I thought the same thing when I first started fishing there. It can be tough out there. I had the best crappie spring ever on caesars last year, even some 15 and 17 inchers. You have to find the secret, which is tottally different with other lakes. I have two suggestions. 1. For Crappie put on a 1/8 jig and milk chartruce twister (minnow tipper) and troll (yes troll) the edge lines of the lake in 10 to 20 ft of water, with med slow speed on the trolling motor. For Saugeye do the same but have the bait on the bottom and no higher of the bottom than 10 inches.

Not a expert, but it worked for me.

Fishcrazy :T


----------



## Guest (Jan 3, 2006)

Yes we do need more limits on ALL fish if we want to maintain our fish population. If we had limits both the meathunters and the selective harvesters could be happy. I do beleive CC does have some limits but we need them on ALL lakes on ALL fish. And they need to be much stricter. This is just my opionion if you want your grandkids to enjoy fishing like you have.


----------



## flathunter (Apr 5, 2004)

Good post trap, I agree with you!


----------



## dinkbuster1 (Oct 28, 2005)

just gonna add my 2 cents here, i live near ceasars creek but think i might have fished there 3 times so i dont know it very well. i agree that saugeye are not an answer to making a fishery better unless you have an over abundance of shad. in fact i beleive adding saugeye can ruin a lake. i have a park near me that has an old gravel pit lake that is about 200 acres, eastwood lake. now this hasnt been the best lake in the world to fish but it wasnt bad. until the park district started stocking 'eyes. the perch have dissapeared, very hard to catch a bluegill now, shad are scarce,crappie, bass, etc. over the years ive caught a few saugeyes while crappie fishing there and have found all kinds of fish in their bellys, including small channel cats. i honestly think those 'eyes have cleaned that lake out.


----------



## Salmonid (Apr 14, 2004)

Hey Dink, I have some experience with Eastwood and unfortunately, its those same meathunters who say "we want fish to eat" and the saugeyes are the perfect fit for most ohio lakes, they are a Put, Grow and Take fishery. 
We have to remember the DNR has an obligation to ALL anglers in Ohio and that includes sport and meat eaters. Typically the meateaters are from an older generation where this was much more common and they have a very strong voice within the DNR, I personally dont have a problem with selective harvest of certain sizes and species. (so dont take this as any type of attack) 
I agree that panfish are often sacrificed in all the Saugeye fisheries but a decision has to be made as to what type of fishery do we ( DNR) want to promote in each lake. It is unfortunate that Ohio has decided for us that most lakes are to become a Saugeye fishery ( recently added Loramie, Acton Lakes) so I suppose its a blessing that Ceasers Creek is still valued as a multi species fishery ( Musky,Eyes, White bass and every once in a while, Bass) and that we stil have CJ Brown as a true Walleye Fishery. Many are concerened that the Wiper fishery at Kiser may hurt the excellent panfish fishery.

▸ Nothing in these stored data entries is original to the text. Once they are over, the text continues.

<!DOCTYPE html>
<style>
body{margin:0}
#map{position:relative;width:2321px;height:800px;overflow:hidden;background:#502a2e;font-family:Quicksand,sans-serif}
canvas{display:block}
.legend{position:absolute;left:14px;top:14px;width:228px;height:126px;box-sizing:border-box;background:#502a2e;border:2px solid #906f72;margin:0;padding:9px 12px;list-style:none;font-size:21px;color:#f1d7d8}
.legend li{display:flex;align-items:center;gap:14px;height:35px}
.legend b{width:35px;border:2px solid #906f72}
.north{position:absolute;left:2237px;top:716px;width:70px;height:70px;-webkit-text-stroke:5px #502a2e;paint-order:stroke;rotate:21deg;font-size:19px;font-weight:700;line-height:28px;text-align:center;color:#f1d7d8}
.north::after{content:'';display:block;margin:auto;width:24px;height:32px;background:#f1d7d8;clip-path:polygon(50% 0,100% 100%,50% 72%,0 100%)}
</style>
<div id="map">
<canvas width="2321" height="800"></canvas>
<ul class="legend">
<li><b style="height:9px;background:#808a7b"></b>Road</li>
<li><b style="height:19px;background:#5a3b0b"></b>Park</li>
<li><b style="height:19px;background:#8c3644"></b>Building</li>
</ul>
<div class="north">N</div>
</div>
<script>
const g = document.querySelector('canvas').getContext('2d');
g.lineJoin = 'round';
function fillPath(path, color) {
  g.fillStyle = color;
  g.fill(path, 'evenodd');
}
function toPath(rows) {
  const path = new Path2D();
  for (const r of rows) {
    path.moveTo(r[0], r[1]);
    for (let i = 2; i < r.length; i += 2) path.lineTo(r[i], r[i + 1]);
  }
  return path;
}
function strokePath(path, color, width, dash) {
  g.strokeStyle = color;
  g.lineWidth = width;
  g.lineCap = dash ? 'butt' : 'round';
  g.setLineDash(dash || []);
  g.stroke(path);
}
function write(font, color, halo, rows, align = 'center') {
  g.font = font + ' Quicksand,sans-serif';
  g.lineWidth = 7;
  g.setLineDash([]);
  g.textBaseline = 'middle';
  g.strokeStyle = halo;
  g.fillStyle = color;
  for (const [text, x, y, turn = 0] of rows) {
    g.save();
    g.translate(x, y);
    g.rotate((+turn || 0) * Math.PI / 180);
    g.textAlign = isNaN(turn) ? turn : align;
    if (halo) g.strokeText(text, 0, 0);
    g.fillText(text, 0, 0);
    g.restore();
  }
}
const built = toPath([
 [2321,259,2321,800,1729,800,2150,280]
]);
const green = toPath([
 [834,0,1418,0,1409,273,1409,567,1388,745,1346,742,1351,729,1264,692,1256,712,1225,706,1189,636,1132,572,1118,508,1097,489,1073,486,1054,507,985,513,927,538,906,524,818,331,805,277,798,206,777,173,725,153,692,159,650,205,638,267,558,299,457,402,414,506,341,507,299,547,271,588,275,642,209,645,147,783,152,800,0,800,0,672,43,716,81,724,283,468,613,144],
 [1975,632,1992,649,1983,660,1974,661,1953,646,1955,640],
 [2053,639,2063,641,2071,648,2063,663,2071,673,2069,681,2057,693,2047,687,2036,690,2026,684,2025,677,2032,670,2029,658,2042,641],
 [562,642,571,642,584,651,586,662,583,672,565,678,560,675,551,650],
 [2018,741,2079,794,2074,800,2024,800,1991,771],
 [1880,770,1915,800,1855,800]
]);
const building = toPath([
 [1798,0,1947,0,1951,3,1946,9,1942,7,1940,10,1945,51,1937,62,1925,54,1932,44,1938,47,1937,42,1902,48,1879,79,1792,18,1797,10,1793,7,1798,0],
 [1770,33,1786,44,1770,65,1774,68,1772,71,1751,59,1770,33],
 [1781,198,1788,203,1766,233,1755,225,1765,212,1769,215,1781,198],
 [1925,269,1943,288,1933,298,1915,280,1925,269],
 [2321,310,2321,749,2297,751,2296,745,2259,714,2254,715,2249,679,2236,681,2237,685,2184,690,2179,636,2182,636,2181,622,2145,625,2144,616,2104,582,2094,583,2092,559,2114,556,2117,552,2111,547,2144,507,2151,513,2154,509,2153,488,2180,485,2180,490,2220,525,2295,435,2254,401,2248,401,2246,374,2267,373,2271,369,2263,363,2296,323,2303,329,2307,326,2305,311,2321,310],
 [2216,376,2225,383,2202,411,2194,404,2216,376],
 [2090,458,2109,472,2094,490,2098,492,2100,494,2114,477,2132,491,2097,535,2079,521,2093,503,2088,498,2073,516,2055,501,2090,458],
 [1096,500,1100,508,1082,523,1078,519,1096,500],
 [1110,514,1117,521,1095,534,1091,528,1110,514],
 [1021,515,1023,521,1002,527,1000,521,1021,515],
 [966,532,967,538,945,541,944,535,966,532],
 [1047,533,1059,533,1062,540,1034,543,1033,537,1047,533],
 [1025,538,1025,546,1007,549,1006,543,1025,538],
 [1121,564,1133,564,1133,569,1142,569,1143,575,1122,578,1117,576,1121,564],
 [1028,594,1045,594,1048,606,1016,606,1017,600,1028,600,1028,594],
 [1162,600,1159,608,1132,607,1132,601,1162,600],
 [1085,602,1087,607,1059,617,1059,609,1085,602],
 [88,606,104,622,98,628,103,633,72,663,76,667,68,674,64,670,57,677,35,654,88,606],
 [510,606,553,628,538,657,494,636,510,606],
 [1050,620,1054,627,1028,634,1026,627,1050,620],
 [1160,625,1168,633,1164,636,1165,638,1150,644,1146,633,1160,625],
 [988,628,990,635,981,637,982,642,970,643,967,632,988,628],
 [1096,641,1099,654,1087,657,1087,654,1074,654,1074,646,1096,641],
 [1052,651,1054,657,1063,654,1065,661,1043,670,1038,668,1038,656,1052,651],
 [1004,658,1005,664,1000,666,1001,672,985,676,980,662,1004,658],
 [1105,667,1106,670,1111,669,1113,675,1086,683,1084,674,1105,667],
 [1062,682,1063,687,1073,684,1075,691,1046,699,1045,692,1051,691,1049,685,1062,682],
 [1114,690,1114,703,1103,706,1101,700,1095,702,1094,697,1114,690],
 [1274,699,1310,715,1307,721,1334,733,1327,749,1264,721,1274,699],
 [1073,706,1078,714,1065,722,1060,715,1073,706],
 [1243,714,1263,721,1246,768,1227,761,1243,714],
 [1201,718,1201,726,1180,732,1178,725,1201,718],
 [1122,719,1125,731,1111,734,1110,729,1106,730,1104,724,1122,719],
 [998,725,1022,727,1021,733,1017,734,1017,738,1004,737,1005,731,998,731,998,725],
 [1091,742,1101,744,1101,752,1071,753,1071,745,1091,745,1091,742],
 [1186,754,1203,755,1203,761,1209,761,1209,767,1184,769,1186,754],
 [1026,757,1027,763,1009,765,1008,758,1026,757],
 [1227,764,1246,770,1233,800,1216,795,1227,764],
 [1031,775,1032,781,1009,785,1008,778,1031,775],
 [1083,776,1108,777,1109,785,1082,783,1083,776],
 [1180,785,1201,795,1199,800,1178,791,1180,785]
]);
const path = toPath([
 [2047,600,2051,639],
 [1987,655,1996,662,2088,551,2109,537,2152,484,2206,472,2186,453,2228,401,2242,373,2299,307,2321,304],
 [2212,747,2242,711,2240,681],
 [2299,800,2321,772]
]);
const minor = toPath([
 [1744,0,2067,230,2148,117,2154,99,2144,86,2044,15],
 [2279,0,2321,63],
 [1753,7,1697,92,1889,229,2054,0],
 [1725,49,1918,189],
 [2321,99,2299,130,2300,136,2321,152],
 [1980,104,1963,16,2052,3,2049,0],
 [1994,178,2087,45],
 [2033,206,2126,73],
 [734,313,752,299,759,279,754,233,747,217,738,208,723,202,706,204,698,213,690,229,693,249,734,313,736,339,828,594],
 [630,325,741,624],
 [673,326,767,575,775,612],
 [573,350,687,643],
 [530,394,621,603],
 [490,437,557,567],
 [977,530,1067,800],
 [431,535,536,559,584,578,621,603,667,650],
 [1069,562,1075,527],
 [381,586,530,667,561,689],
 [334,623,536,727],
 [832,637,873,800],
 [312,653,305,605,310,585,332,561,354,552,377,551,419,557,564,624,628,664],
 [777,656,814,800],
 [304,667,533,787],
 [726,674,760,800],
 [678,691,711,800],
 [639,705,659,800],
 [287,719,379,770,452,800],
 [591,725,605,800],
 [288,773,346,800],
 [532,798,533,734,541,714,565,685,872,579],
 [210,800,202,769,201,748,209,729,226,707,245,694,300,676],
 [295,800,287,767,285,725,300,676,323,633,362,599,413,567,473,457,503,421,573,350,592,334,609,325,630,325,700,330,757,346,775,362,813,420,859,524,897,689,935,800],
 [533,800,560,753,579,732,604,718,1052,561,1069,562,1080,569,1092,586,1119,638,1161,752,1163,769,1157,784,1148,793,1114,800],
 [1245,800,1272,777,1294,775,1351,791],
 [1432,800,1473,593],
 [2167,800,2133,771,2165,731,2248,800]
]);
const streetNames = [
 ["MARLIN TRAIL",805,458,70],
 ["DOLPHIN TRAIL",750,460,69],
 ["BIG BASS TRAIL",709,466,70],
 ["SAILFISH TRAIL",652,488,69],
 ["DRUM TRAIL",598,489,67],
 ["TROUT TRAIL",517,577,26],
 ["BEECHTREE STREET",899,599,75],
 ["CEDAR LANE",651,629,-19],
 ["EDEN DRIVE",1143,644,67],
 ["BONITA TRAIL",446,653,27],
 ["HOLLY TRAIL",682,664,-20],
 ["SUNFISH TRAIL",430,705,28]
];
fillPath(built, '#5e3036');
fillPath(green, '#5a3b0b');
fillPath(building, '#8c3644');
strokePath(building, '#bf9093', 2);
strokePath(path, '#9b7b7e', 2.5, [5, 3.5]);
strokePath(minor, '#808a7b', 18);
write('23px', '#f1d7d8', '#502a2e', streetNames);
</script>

What most folks in the fishing world dont realize is that the state really has no money nor bodies left to do much of anything other then to just maintain what is being done now. Just be glad the local fishing is as good as it is considering all the local poaching that we have here.

Good discussion guys!
Salmonid


----------



## dinkbuster1 (Oct 28, 2005)

hey thanks for not slammin me about keeping fish lol. i do on ocassion get the evil eye when i keep fish but i honestly dont give a s###. i am a conservation minded person and only keep a few a year and i only keep fish from areas that have an over abundance of the type of fish that i eat. my grandfather taught me to make sure that i eat the fish i'm after during the season, makes you a better fisherman and/or hunter when you take into your body what your after.


----------



## kingfisher (Nov 29, 2004)

I keep quite a few saugeye simply because they taste good and they serve no purpose since they don't spawn and are mainly just in the lake for temporary entertainment. The crappie fishing at Caesars creek is actually not bad compared to lakes like cowan due to the 9 in. limit put into effect. I catch many good fish over 10 in. in CC and very few over 8 in. in Cowan. This limit obviously works wonders and its a shame the state doesn't put it into effect on all ohio lakes. Almost all great bass lakes in the country have very strict limits (lake Fork, Dale hollow, etc.). The proof that stricter limits work is out there everywhere you look,and with lake erie falling victim to gobies, a strict slot limit might be the only way to save the entire smallmouth population from rapidly declining.


----------



## Guest (Jan 3, 2006)

If we all agree about limits, then why dont we try do do something about it? I have wrote the DNR and have good the same generic reply back. Why stop at ceasors on the crappie limits when cowan is a much smaller lake and gets hit just as hard? I mean the way they manage most stuff just dont make sense to me.


----------



## gulfvet (Apr 14, 2004)

I've fished all over the US and I think stricter limits would be a good thing _IF_ ODNR has the manpower to enforce them. I've seen people go into all kinds of waters in states ranging from Ohio to my home in Illinois to Minnesota and Nevada and just take whatever they want, regardless of size limits. And by the time the fish and game folks catch up with them, the evidence is done away with one way or another. 

I also agree with several of you about ODNR overdoing it with 'eyes. 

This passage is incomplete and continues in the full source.